## Assignment
Identify each line below that contains the word "center", and copy it out.

## Recorded information
________
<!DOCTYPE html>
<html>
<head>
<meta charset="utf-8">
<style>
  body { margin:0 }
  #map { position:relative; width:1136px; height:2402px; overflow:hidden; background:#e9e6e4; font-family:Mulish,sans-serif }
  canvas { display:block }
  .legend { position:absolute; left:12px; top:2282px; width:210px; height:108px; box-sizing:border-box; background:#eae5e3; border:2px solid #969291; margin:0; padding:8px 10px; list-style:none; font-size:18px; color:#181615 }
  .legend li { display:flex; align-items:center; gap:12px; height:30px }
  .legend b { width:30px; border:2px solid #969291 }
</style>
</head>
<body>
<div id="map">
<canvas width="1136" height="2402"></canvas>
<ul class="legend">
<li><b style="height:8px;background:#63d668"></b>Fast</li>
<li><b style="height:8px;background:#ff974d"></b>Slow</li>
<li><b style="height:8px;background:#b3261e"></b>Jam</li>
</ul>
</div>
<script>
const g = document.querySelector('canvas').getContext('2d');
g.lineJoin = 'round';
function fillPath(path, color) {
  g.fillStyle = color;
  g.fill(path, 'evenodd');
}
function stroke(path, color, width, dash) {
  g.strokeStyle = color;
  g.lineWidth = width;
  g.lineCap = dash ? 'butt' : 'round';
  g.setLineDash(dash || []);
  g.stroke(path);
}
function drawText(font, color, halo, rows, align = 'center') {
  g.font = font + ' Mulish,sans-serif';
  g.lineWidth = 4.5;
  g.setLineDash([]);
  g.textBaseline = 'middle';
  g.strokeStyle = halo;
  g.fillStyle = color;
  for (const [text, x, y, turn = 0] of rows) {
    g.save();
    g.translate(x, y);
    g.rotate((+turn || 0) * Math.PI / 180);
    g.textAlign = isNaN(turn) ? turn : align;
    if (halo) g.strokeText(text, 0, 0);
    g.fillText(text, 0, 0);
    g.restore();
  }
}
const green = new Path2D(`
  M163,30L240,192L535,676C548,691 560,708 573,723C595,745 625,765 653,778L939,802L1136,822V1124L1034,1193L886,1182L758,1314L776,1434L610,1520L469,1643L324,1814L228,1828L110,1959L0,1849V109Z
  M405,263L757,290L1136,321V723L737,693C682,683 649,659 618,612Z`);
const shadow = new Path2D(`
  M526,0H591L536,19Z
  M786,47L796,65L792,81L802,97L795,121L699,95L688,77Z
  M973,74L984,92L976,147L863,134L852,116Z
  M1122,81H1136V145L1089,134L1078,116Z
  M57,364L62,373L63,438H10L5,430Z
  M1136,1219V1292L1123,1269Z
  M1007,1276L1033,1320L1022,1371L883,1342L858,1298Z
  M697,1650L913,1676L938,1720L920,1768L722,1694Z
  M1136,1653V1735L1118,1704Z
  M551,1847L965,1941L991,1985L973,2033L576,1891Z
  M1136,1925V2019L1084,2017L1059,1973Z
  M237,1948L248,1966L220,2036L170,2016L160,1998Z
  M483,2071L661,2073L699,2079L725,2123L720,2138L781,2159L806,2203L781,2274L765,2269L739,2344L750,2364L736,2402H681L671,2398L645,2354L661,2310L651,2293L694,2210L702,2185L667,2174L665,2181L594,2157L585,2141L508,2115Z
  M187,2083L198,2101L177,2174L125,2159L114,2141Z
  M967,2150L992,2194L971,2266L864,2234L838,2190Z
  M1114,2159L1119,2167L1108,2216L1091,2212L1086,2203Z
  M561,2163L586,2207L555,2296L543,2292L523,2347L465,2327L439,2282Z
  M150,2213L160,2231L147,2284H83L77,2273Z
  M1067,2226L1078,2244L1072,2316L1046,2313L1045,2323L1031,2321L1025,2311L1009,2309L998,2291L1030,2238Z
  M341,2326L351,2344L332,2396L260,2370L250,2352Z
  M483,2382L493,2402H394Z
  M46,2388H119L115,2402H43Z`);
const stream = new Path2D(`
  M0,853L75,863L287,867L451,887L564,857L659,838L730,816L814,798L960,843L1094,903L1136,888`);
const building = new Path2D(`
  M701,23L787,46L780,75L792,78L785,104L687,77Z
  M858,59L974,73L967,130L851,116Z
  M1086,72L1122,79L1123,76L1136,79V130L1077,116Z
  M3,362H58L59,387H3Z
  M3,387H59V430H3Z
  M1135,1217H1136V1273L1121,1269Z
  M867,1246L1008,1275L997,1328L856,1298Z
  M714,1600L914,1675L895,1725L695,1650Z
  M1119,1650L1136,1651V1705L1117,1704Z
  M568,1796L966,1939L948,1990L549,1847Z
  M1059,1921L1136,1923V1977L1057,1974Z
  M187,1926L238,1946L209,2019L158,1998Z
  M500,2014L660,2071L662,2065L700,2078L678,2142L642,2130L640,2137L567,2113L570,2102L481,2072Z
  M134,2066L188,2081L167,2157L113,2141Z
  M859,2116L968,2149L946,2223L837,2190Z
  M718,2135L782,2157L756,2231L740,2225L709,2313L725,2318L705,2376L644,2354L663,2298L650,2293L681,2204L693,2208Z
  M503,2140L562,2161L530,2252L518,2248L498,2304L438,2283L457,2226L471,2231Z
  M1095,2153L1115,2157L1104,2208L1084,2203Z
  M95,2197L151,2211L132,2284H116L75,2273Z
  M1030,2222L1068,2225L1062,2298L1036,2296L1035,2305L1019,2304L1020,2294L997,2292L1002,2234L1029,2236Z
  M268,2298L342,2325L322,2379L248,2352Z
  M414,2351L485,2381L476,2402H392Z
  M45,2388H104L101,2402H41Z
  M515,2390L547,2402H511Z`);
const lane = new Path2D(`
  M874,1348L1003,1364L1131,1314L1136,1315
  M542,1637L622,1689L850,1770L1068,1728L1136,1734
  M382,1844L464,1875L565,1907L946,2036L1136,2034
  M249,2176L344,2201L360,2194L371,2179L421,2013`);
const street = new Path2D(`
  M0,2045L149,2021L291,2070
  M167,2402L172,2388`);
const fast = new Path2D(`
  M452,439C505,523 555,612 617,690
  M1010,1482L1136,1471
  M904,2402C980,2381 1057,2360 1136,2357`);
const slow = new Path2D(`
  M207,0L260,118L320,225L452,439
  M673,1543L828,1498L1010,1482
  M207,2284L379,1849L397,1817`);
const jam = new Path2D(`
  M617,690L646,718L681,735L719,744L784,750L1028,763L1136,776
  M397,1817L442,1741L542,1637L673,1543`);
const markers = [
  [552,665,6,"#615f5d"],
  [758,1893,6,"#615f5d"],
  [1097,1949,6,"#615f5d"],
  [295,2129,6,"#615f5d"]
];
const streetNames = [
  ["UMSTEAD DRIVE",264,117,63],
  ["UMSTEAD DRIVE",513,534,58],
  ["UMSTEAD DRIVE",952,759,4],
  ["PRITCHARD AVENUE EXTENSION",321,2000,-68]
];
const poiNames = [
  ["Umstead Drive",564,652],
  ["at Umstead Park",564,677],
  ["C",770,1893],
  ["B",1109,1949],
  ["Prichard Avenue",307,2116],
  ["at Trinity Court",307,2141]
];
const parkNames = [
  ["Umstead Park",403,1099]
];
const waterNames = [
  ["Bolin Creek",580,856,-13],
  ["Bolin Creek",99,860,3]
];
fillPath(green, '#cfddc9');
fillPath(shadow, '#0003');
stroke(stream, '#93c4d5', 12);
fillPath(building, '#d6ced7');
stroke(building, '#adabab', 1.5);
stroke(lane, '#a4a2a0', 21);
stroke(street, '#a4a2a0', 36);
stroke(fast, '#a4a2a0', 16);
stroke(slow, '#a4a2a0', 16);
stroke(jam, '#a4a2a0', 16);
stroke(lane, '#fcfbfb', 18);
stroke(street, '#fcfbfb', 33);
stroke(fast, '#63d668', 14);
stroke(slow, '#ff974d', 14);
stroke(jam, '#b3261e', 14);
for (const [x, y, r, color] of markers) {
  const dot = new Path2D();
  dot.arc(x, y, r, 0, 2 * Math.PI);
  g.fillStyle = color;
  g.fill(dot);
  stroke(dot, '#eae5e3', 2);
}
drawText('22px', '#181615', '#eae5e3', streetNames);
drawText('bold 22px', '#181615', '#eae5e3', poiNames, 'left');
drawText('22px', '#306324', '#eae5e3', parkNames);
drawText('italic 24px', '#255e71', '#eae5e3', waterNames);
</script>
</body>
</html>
________
## Result of the task
  .legend li { display:flex; align-items:center; gap:12px; height:30px }
function drawText(font, color, halo, rows, align = 'center') {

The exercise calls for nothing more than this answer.